It is Defendant’s position that she "mistakenly believed [UBS] as a fiducial custodian, automatically took care of all reporting and paying to the government which was required. This specifically included the Bank’s withholding and remitting taxes if any were due." [ECF No. 93-2 at 12; see ECF No. 147 at 8]. Defendant states that when she learned of the need to report her account to the IRS through the March 2010 communication from UBS, Defendant contacted the IRS to determine what was required and sent FBARs for the appropriate years, including 2007, to the Department of the Treasury in early November 2010. [ECF No. 130 at 16; ECF No. 93-2 at 5; ECF No. 131-5 at 2; ECF No. 139-17 at 179-80]. Although she initially sent incomplete forms indicating that she would provide more complete information at a later date, by late November 2010 she had provided complete forms, albeit to an incorrect postal address. [ECF No. 130 at 4-5; ECF No. 131-10 at 2, 4]. Due to Defendant’s mailing error, the IRS did not receive the FBARs until she provided copies to an IRS auditor in 2011. [ECF No. 130 at 6].

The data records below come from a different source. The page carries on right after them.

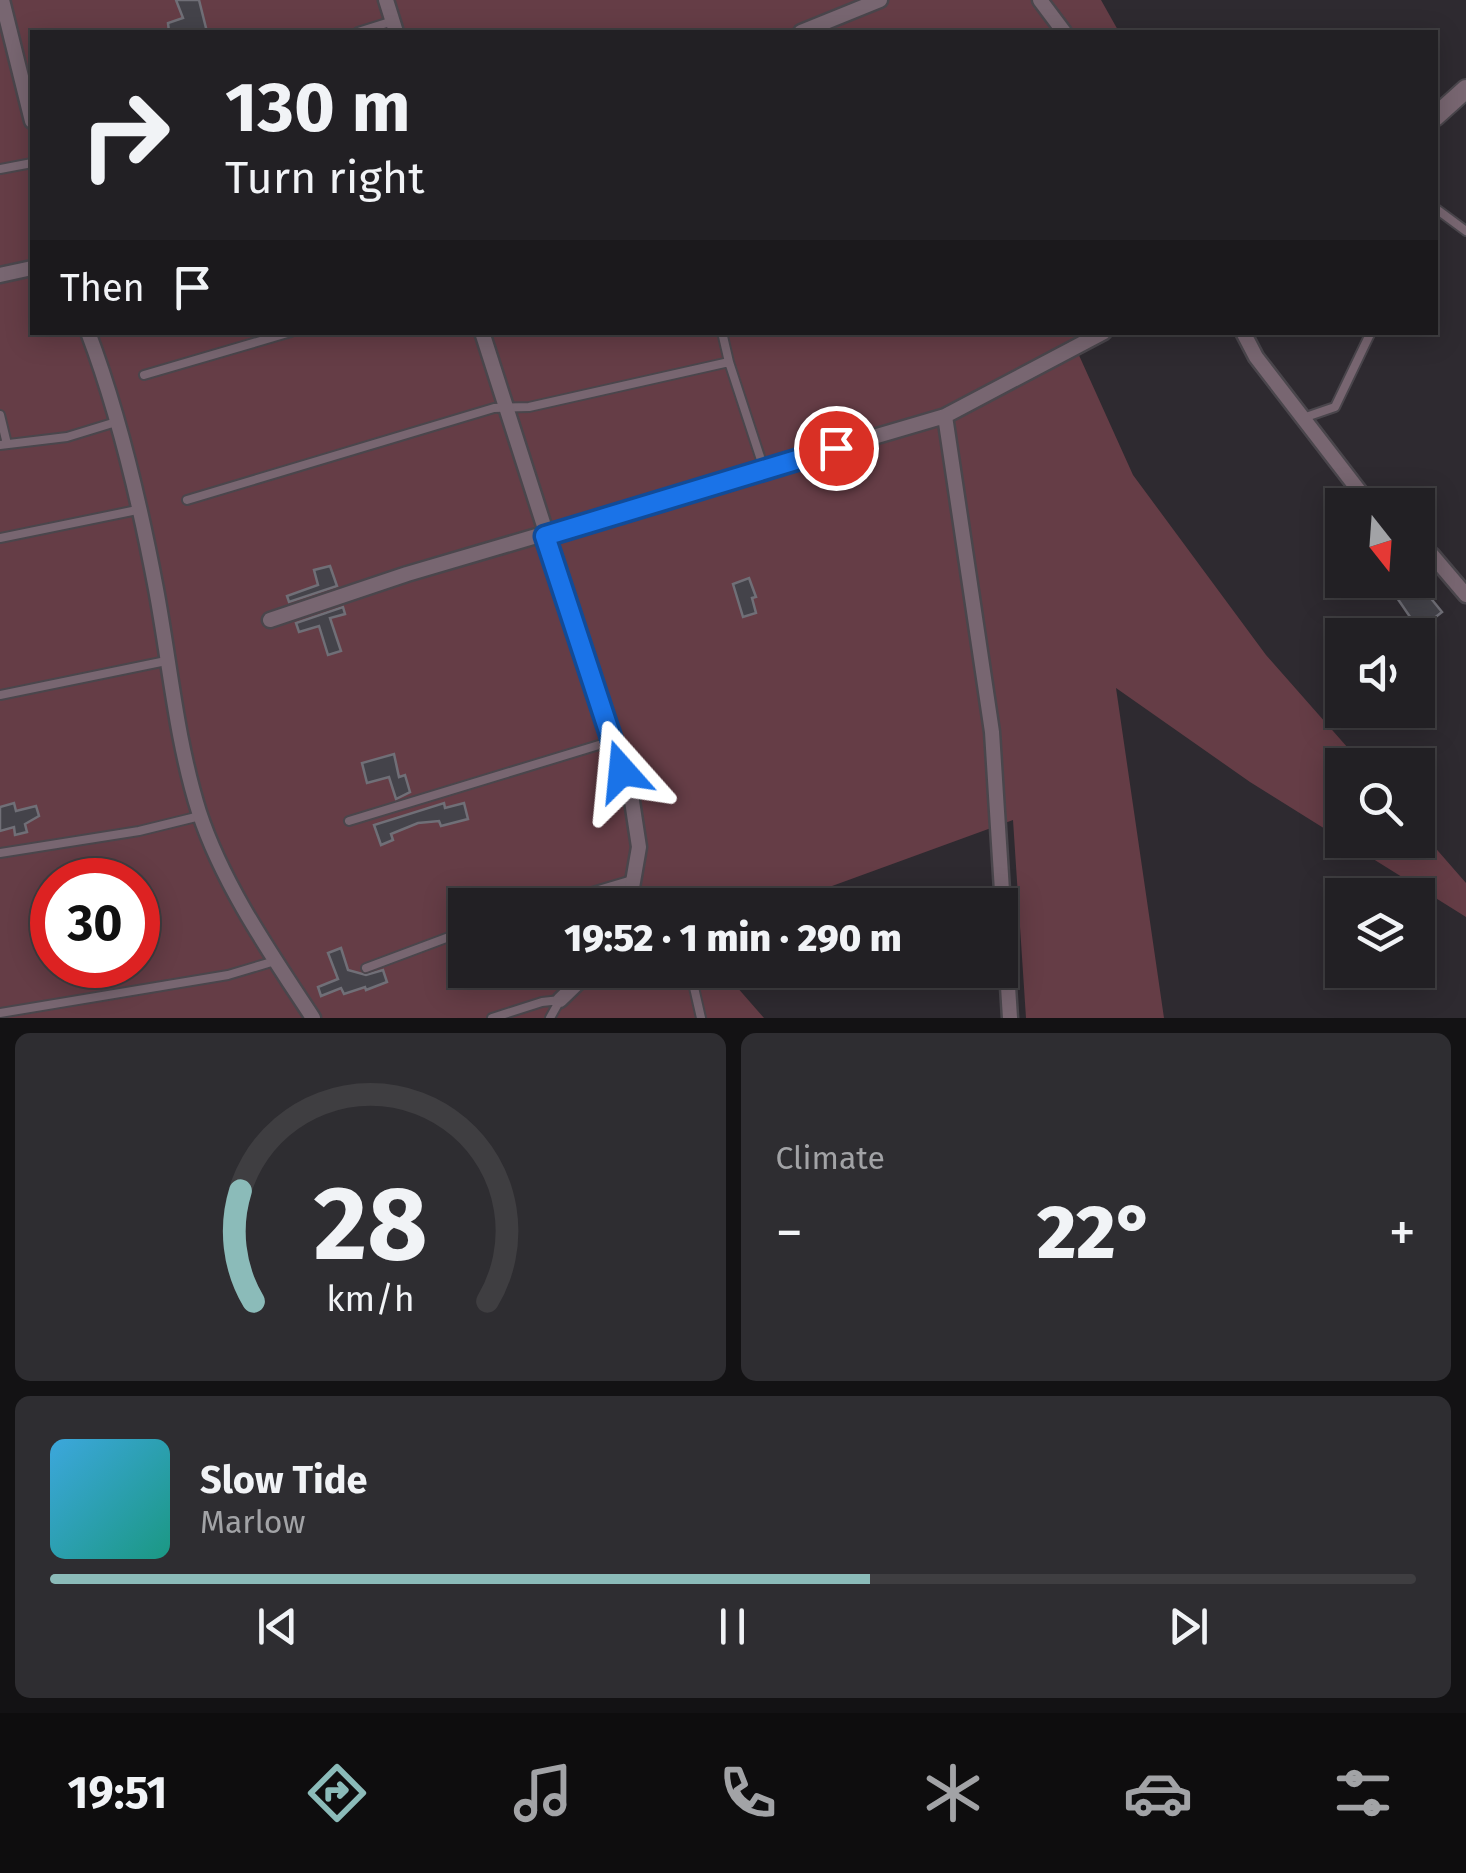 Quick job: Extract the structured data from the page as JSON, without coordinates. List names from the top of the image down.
{
  "north": "bottom",
  "page": {
    "turn": ["130 m", "Turn right"],
    "then": "Then",
    "limit": "30",
    "trip": "19:52 · 1 min · 290 m",
    "tile": "Climate",
    "heat": ["−", "22°", "+"],
    "song": ["Slow Tide", "Marlow"],
    "tabs": "19:51",
    "gauge": ["28", "km/h"]
  }
} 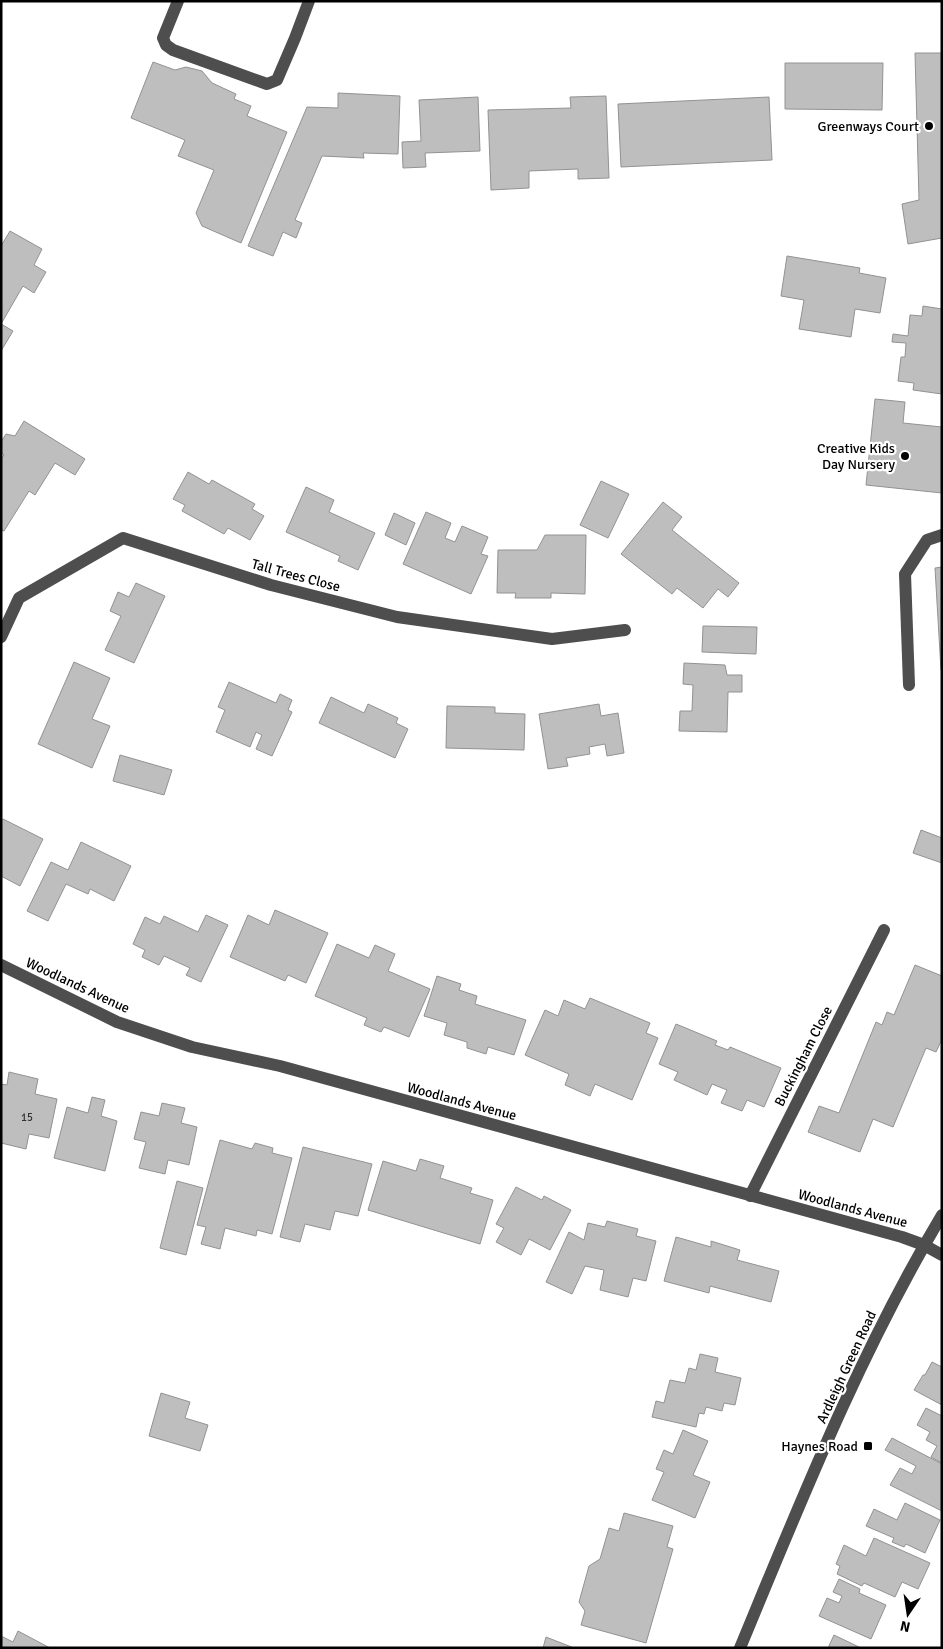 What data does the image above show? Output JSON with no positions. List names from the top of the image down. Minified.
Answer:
{"streets":{"street":["Tall Trees Close","Woodlands Avenue","Buckingham Close","Ardleigh Green Road"]},"crossings":[["Woodlands Avenue","Buckingham Close"],["Woodlands Avenue","Ardleigh Green Road"]],"places":{"other":["Greenways Court","Creative Kids Day Nursery"],"transit":["Haynes Road"]},"house_numbers":["15"],"north":"bottom"} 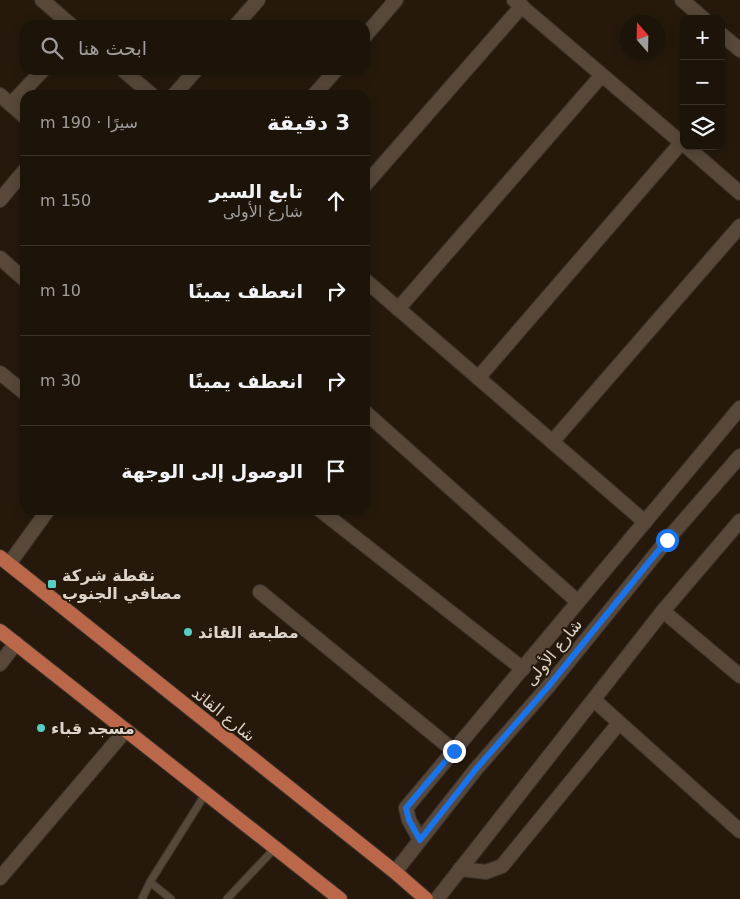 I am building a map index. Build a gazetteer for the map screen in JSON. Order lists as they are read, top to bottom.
{
  "streets": {
    "main road": ["شارع القائد"],
    "street": ["شارع الأولى"]
  },
  "crossings": [
    ["شارع الأولى", "شارع القائد"]
  ],
  "places": {
    "transit": ["نقطة شركة مصافي الجنوب"],
    "other": ["مطبعة القائد", "مسجد قباء"]
  },
  "north": "top",
  "page": {
    "map_buttons": ["+", "−"],
    "search": "ابحث هنا",
    "heading": ["3 دقيقة", "سيرًا · 190 m"],
    "list": [
      ["تابع السير", "شارع الأولى", "150 m"],
      ["انعطف يمينًا", "10 m"],
      ["انعطف يمينًا", "30 m"],
      "الوصول إلى الوجهة"
    ]
  }
} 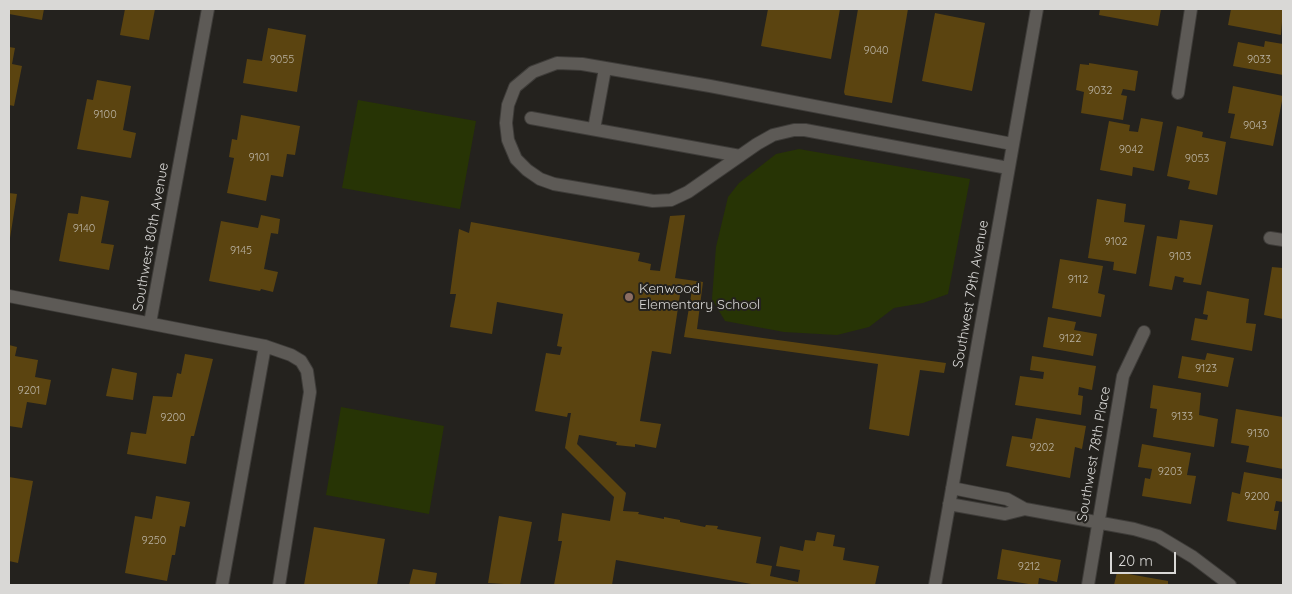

The Government counters that it has demonstrated that Defendant’s conduct in failing to file a timely 2007 FBAR was willful, and that the Court’s Order establishing as fact that Defendant willfully failed to file an FBAR for 2007 was warranted and not clearly unjust. [ECF No. 141 at 11-12; ECF No. 110 at 12]. The Government cites legal authority to support its contention that willfulness under 31 U.S.C. § 5321(a)(5) can be proven through conduct that is either reckless or willfully blind and asserts that Defendant’s conduct was both. [ECF No. 141 at 11-12].

C. Legal Analysis

As conceded in her briefings, through her deposition testimony Defendant has admitted facts one through three from the Court’s October 2018 Order. [ECF No. 130 at 14]. As a result, the Court focuses its analysis on whether it would be unjust to continue to treat the assertion that "Defendant willfully failed to file an FBAR regarding the Account with respect to calendar year 2007" as an established fact. In its October 2018 Order, the Court considered the impact of establishing this fact as a sanction against Defendant, [ECF No. 110 at 9-10], and determined that the sanctions would "not foreclose Defendant from arguing what appears to be her primary affirmative defense which is that the fine imposed by the Government violates the Excessive Fines Clause of the Eighth Amendment," [Id. at 9].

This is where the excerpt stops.